If people must leave their homes, the preference is to move to an assisted living facility close by and be near family. About 75% of residents at Bainbridge Senior Living had already lived on Bainbridge, and almost all have family on the island. In fact, Madison House, the first of the BSL facilities and the first assisted living community in Kitsap County, was started by Don Roose for his own mother-in-law. She wanted to downsize but could not find the home or services she needed on Bainbridge Island. And he wanted to keep her nearby.
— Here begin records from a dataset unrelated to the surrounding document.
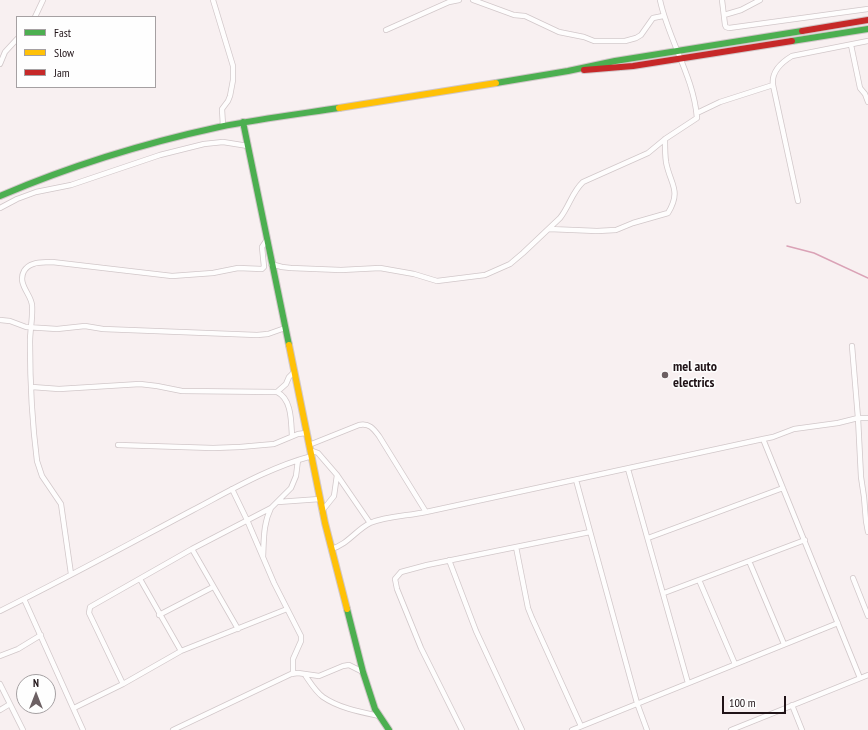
<!DOCTYPE html>
<html>
<head>
<meta charset="utf-8">
<style>
	body { margin:0 }
	#map { position:relative; width:868px; height:730px; overflow:hidden; background:#f8f0f1; font-family:"PT Sans Narrow",sans-serif }
	canvas { display:block }
	.legend { position:absolute; left:16px; top:16px; width:140px; height:72px; box-sizing:border-box; background:#fefefe; border:1px solid #a5a0a2; margin:0; padding:5px 7px; list-style:none; font-size:12px; color:#201317 }
	.legend li { display:flex; align-items:center; gap:8px; height:20px }
	.legend b { width:20px; border:1px solid #a5a0a2 }
	.north { position:absolute; left:16px; top:674px; width:40px; height:40px; box-sizing:border-box; background:#fefefe; border:1px solid #a5a0a2; border-radius:50%; rotate:0deg; font-size:11px; font-weight:700; line-height:16px; text-align:center; color:#201317 }
	.north::after { content:''; display:block; margin:auto; width:14px; height:18px; background:#6c6063; clip-path:polygon(50% 0,100% 100%,50% 72%,0 100%) }
	.scale { position:absolute; left:722px; top:696px; width:64px; height:18px; box-sizing:border-box; border:2px solid #201317; border-top:0; padding-left:5px; font-size:12px; line-height:14px; white-space:nowrap; color:#201317; -webkit-text-stroke:3px #fefefe; paint-order:stroke }
</style>
</head>
<body>
<div id="map">
<canvas width="868" height="730"></canvas>
<ul class="legend">
<li><b style="height:5px;background:#4caf50"></b>Fast</li>
<li><b style="height:5px;background:#ffc107"></b>Slow</li>
<li><b style="height:5px;background:#c62828"></b>Jam</li>
</ul>
<div class="north">N</div>
<div class="scale">100 m</div>
</div>
<script>
const context = document.querySelector('canvas').getContext('2d');
context.lineJoin = 'round';
function stroke(path, color, width, dash) {
  context.strokeStyle = color;
  context.lineWidth = width;
  context.lineCap = dash ? 'butt' : 'round';
  context.setLineDash(dash || []);
  context.stroke(path);
}
function write(font, color, halo, rows, align = 'center') {
  context.font = font + ' "PT Sans Narrow",sans-serif';
  context.lineWidth = 3;
  context.setLineDash([]);
  context.textBaseline = 'middle';
  context.strokeStyle = halo;
  context.fillStyle = color;
  for (const [text, x, y, turn = 0] of rows) {
    context.save();
    context.translate(x, y);
    context.rotate((+turn || 0) * Math.PI / 180);
    context.textAlign = isNaN(turn) ? turn : align;
    if (halo) context.strokeText(text, 0, 0);
    context.fillText(text, 0, 0);
    context.restore();
  }
}
const stream = new Path2D(`
	M 787,246 L 814,253 L 868,278`);
const street = new Path2D(`
	M 213,0 L 233,66 L 233,80 L 230,96 L 228,101 L 222,109 L 223,126
	M 473,0 L 514,15 L 525,16 L 559,32 L 584,37 L 594,41 L 625,41 L 636,38 L 641,35 L 653,18 L 663,16
	M 722,0 L 725,25 L 726,27 L 729,28 L 868,9
	M 724,15 L 741,10 L 760,0
	M 35,17 L 43,0
	M 386,30 L 449,2 L 459,0
	M 851,45 L 860,88 L 865,94 L 868,102
	M 0,64 L 5,52 L 17,39
	M 697,113 L 720,102 L 773,85
	M 798,201 L 773,85 C 771,71 782,62 792,56 L 868,41
	M 0,208 L 17,199 L 36,192 L 71,185 L 160,155 L 204,144 L 223,142 L 248,146
	M 549,229 L 597,231 L 616,230 L 633,223 L 668,213 C 682,190 670,184 666,162 C 665,155 665,147 665,139
	M 271,264 L 282,267 L 291,268 L 341,270 L 380,268 L 414,274 L 437,281 L 485,275 L 510,264 L 523,253 L 560,218 C 569,207 572,192 583,182 L 648,153 L 665,139 L 697,118 C 694,77 668,39 660,0
	M 0,320 L 10,321 L 26,327 L 57,329 L 85,326 L 103,329 L 257,335 L 268,334 L 285,328
	M 852,346 L 858,418 L 861,477 L 864,497 L 866,521 L 868,532
	M 32,387 L 59,389 L 140,384 L 157,386 L 182,391 L 277,392 C 292,399 291,422 292,436
	M 277,392 L 286,384 L 289,377 L 294,372
	M 763,439 L 860,678
	M 118,445 L 213,448 L 240,447 L 274,444 L 298,434 L 306,433
	M 309,445 L 359,425 C 369,423 373,428 379,436 L 426,512 C 408,516 387,516 370,523 C 356,530 347,545 331,549
	M 310,450 L 318,453 L 337,475 L 370,523
	M 628,469 L 688,683
	M 576,480 L 637,703 L 647,730
	M 232,489 L 247,520 L 274,583 L 301,636 L 301,641 L 293,659 L 293,674
	M 278,502 L 320,499
	M 322,511 L 334,496 L 337,475
	M 426,512 L 763,439 L 773,437 L 794,429 L 838,423 L 858,418 L 868,418
	M 648,538 L 783,488
	M 516,547 L 528,608 L 532,618 L 581,726
	M 192,549 L 238,629
	M 263,557 C 264,540 263,524 271,508
	M 449,560 L 476,631 L 522,730
	M 749,561 L 784,644
	M 71,574 L 61,504 L 42,476 L 37,461 C 32,422 30,382 30,342 C 30,330 33,317 32,305 C 31,294 17,284 24,271 C 30,261 42,263 52,262 L 172,276 L 213,273 L 238,268 L 262,269 L 264,267 L 262,247 L 266,241
	M 853,578 L 868,616
	M 140,579 L 181,651
	M 699,580 L 735,664
	M 664,593 L 805,540
	M 24,599 L 83,730
	M 0,611 C 65,579 129,544 193,510 C 231,490 270,467 312,456
	M 159,615 L 213,587
	M 0,656 L 18,649 L 41,635
	M 305,675 C 310,682 315,691 323,697 C 339,708 360,712 379,716
	M 0,684 L 23,730
	M 123,684 L 89,613 L 90,607 L 192,549 L 271,508 L 291,488 L 296,476 L 298,460
	M 792,705 L 802,730
	M 74,708 L 123,684 L 181,651 L 287,609
	M 0,710 L 10,704
	M 173,730 L 291,674 L 298,673 L 319,676 L 343,666 L 349,665 L 363,672
	M 462,730 L 421,648 L 397,589 L 395,579 L 401,572 L 427,565 L 590,532
	M 572,730 L 838,623
	M 731,730 L 868,675`);
const fast = new Path2D(`
	M 792,41 L 868,29
	M 496,83 L 568,71 L 615,61 L 802,31
	M 243,122 L 289,345
	M 0,196 C 70,166 145,143 219,127 C 259,119 299,114 339,108
	M 347,609 L 363,672 L 375,709 L 389,730`);
const slow = new Path2D(`
	M 339,108 L 496,83
	M 289,345 L 325,523 L 347,609`);
const jam = new Path2D(`
	M 802,31 L 868,20
	M 584,70 L 633,66 L 792,41`);
const markers = [
	[665,375,4,"#6c6063"]
];
const poiNames = [
	["mel auto",673,367],
	["electrics",673,383]
];
stroke(stream, '#daa2b6', 1.5);
stroke(street, '#d1c7c9', 6);
stroke(fast, '#d1c7c9', 8);
stroke(slow, '#d1c7c9', 8);
stroke(jam, '#d1c7c9', 8);
stroke(street, '#fefdfd', 4.5);
stroke(fast, '#4caf50', 6);
stroke(slow, '#ffc107', 6);
stroke(jam, '#c62828', 6);
for (const [x, y, r, color] of markers) {
  const dot = new Path2D();
  dot.arc(x, y, r, 0, 2 * Math.PI);
  context.fillStyle = color;
  context.fill(dot);
  stroke(dot, '#fefefe', 1.5);
}
write('bold 14px', '#201317', '#fefefe', poiNames, 'left');
</script>
</body>
</html>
Sam can relate. She doesn’t want to leave Bainbridge Island, either. She has led a peripatetic life—a Midwest childhood, followed by stints in Montana and eastern Washington, adventures in California, Arizona, Kentucky, and even Switzerland and France, where she put her French to use as a nanny and summer camp counselor. Ultimately, a friend in Bremerton invited her to stay as she looked for work in the area. Soon after, a job brought her to Bainbridge where she lived for a time without a car, walking and biking everywhere. “I built from the ground up here and fell in love with it.”
After most of the last nine years on Bainbridge, she knows this place intimately, and her affection for Bainbridge shows in the activities she plans for her clients. She takes them on the “three beach tour,” that is, Manitou, Pleasant Beach, and Fay Bainbridge, which she learned from a friend who used to drive a bus for BSL. She visits the dog parks and trails where opportunities for “functional fitness” abound and which are especially important for her clients with Parkinson’s who benefit from stepping over roots and rocks with her assistance. Likewise, an outing to Town & Country is so much more than a shopping trip, but an occasion to reminisce about food and interact with young families and teens, to bring back the sense of normalcy that comes with old routines. They attend shows together at Bainbridge Performing Arts and people watch downtown—all things she enjoys.
Right now, Sam’s application for a home at Wintergreen is underway. If everything goes according to plan, she’ll move in this spring. Welcome news for Sam—and her clients.